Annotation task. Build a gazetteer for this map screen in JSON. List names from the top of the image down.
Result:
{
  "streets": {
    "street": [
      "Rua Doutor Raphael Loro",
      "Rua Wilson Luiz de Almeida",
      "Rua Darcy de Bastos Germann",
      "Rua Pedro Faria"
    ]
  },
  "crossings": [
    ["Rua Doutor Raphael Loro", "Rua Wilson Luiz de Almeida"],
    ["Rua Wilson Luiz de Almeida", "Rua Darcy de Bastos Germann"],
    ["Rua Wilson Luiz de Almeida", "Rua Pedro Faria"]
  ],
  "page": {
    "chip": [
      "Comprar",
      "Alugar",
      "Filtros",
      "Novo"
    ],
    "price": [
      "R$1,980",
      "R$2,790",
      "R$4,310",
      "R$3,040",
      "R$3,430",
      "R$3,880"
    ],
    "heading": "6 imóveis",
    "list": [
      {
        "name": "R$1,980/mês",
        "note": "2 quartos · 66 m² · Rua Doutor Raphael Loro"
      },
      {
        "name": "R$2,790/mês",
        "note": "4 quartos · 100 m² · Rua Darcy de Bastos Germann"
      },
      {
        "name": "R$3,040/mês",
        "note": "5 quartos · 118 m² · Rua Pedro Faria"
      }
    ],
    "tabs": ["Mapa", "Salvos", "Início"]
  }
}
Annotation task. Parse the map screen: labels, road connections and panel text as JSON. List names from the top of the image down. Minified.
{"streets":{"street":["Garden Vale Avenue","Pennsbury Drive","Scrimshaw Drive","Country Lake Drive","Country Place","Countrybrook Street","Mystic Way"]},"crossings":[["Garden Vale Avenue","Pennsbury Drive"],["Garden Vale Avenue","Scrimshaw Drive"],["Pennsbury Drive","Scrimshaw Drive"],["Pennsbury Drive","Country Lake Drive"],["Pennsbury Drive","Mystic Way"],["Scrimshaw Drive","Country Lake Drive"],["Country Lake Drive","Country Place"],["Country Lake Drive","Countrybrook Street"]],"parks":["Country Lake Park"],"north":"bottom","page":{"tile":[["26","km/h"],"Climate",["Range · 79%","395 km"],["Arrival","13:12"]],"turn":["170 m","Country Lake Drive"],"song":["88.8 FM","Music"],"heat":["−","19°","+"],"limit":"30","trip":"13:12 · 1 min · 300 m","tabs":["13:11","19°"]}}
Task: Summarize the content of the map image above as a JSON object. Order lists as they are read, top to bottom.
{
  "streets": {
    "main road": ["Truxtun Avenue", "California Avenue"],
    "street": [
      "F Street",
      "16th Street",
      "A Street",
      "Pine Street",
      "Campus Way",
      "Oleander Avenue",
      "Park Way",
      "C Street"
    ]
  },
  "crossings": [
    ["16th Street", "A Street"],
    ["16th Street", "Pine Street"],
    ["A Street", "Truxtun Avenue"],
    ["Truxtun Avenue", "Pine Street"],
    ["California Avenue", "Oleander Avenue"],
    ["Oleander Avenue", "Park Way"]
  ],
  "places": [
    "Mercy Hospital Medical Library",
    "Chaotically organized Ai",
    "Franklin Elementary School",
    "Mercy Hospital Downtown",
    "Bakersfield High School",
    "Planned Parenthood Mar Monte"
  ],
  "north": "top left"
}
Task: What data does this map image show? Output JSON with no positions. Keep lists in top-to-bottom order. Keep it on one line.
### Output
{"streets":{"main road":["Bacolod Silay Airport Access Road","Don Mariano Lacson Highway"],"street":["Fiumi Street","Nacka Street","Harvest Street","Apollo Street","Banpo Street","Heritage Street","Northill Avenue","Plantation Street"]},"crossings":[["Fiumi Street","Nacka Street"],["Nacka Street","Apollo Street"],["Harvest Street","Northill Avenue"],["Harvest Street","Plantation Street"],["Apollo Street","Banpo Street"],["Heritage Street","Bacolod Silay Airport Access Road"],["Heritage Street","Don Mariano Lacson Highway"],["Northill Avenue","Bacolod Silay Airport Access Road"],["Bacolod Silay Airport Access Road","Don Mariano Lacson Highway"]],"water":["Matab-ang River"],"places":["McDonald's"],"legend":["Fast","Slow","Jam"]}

• Goal of the exercise: Look over the entries above. Copy every line that contains the word "School".

• Answer to this problem:
    "Franklin Elementary School",
    "Bakersfield High School",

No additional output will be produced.